Cast : Hugh Jackman, Liev Schreiber, Danny Huston, Lynn Collins, Taylor Kitsch, Will.I.Am, Kevin Durand, Dominic Monaghan, Ryan Reynolds, Troye Sivan, Michael-James Olsen, Daniel Henney, Tim Pocock, Max Cullen, Julia Blake, Asher Keddy, Patrick Stewart.
Synopsis: Two brothers, born well before the American civil war, and who seemingly live forever and cannot be killed, are recruited to a special government task force to locate meteorite fragments that have fallen to earth. But when one of the brothers refuses to resort to violence during the mission, this sets in motion a chain of events that will see mutant pitted against mutant, and eventually, brother against brother.
Entertaining, yet narratively diabolical, follow-up to the original X-Men trilogy, X-Men Origins: Wolverine suffers too much from a case of bending the story to suit the historical facts of the previous films.
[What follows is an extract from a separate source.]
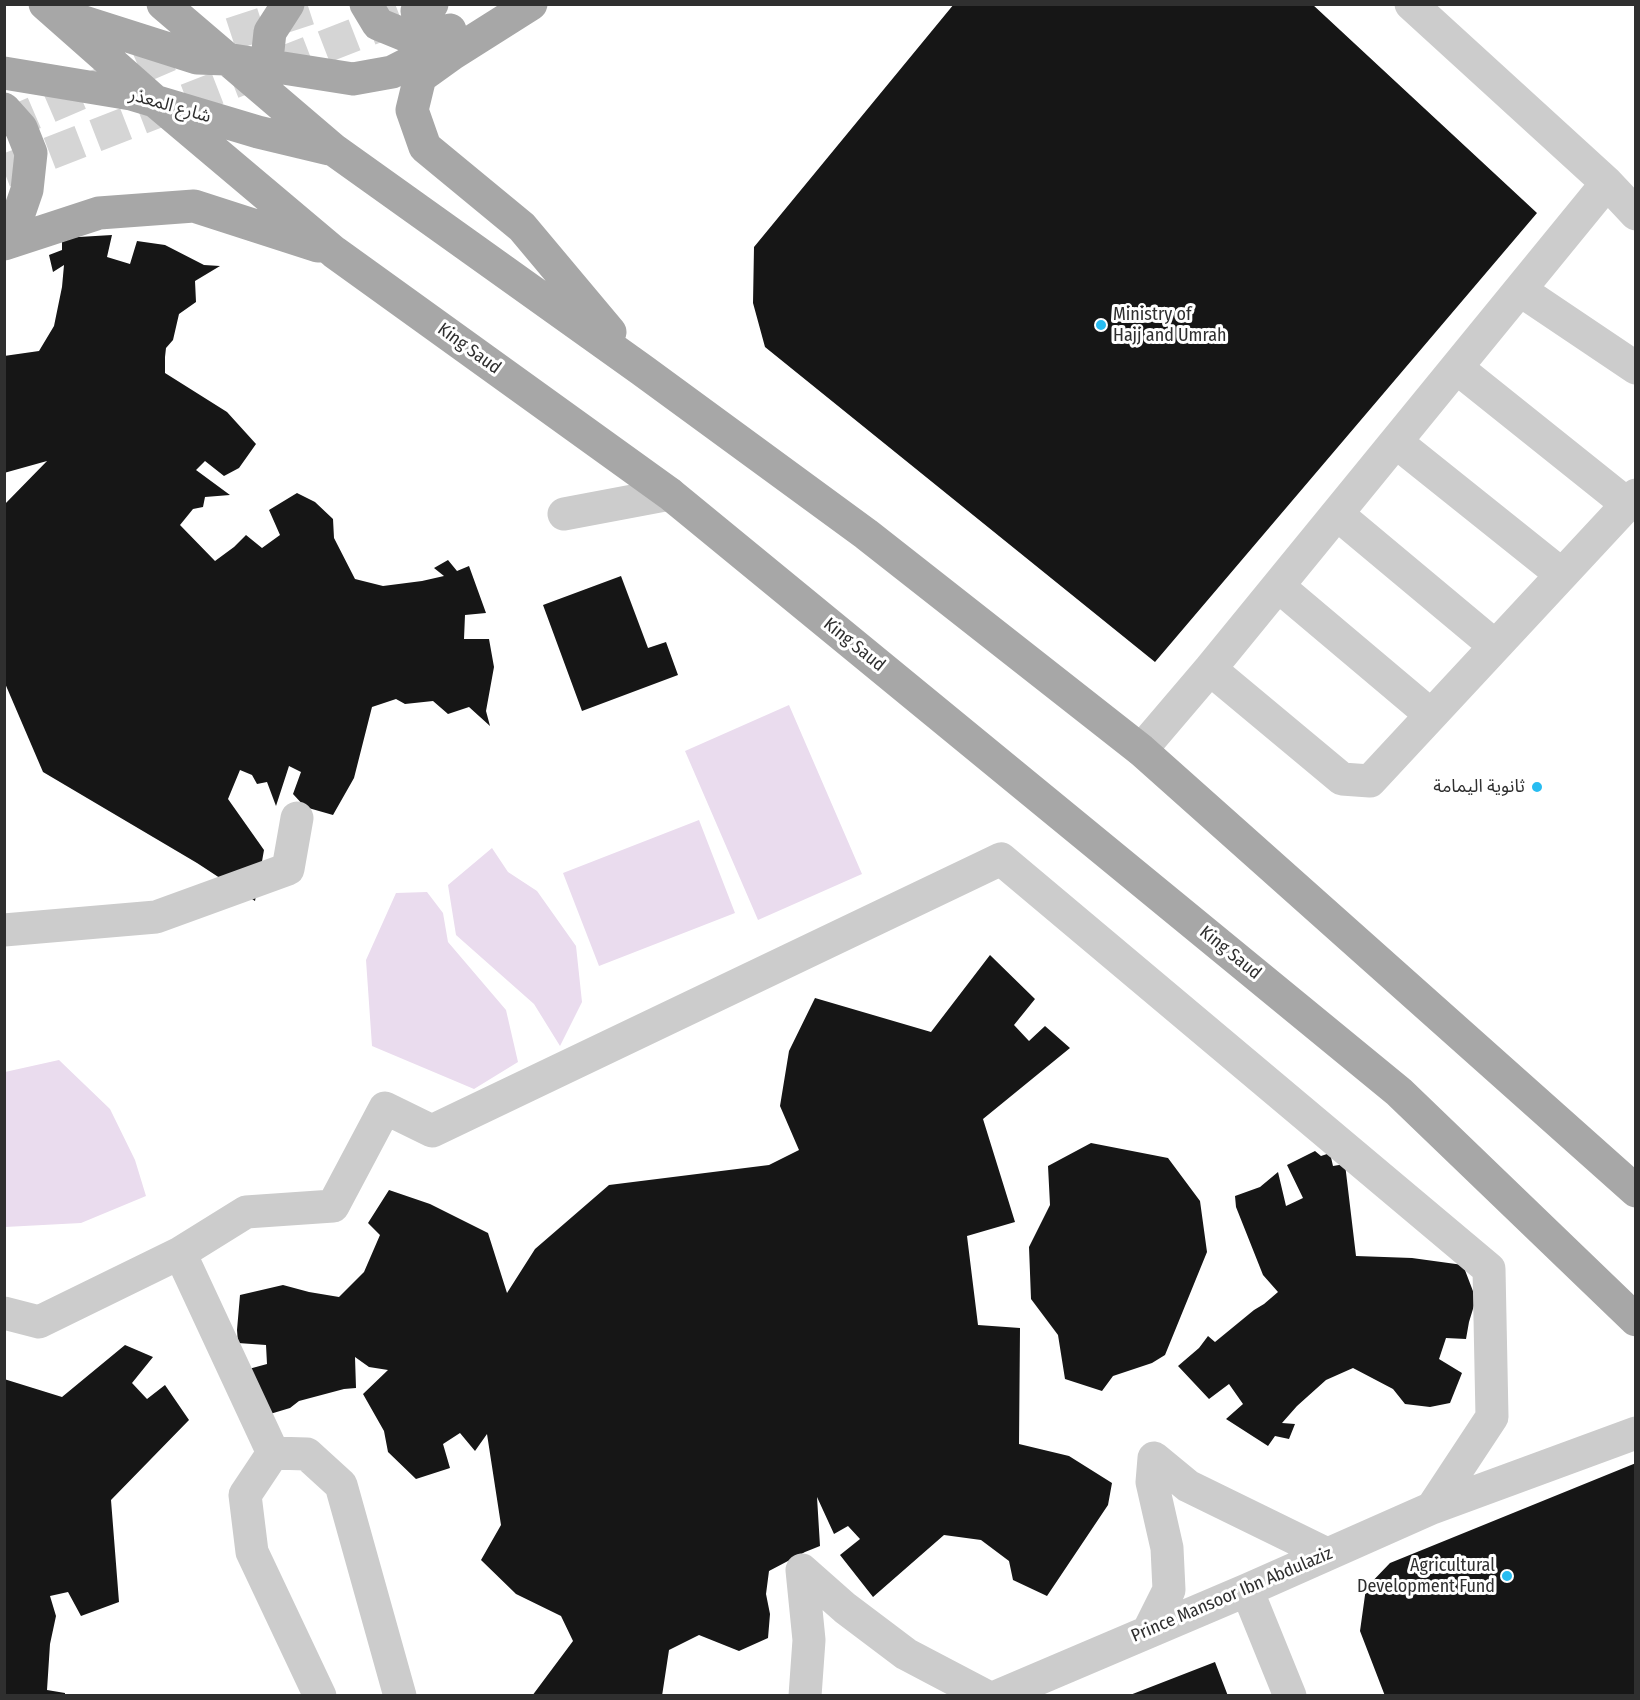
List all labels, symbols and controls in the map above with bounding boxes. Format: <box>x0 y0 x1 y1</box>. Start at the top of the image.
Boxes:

By being required to conform to the story set out in the Singer/Ratner films, director Gavin Hood finds himself curtailed in his ability to explore the character too much; essentially, whatever the film is about, we all know that eventually Logan (for that, if you’ve been watching, is Wolverine’s name!) has to gain amnesia, find himself interacting with other mutants, and obtain a skeletal structure made from adamantium, the hardest known substance on the planet. And, truthfully, Hood ticks all the boxes. The mandatory triple-claw sequences scattered throughout the film, as well as superfluous and unnecessary fight sequences between characters with little (or no) development, ensure that Wolverine goes down as merely overdressed nonsense, like Daredevil and Elektra before him.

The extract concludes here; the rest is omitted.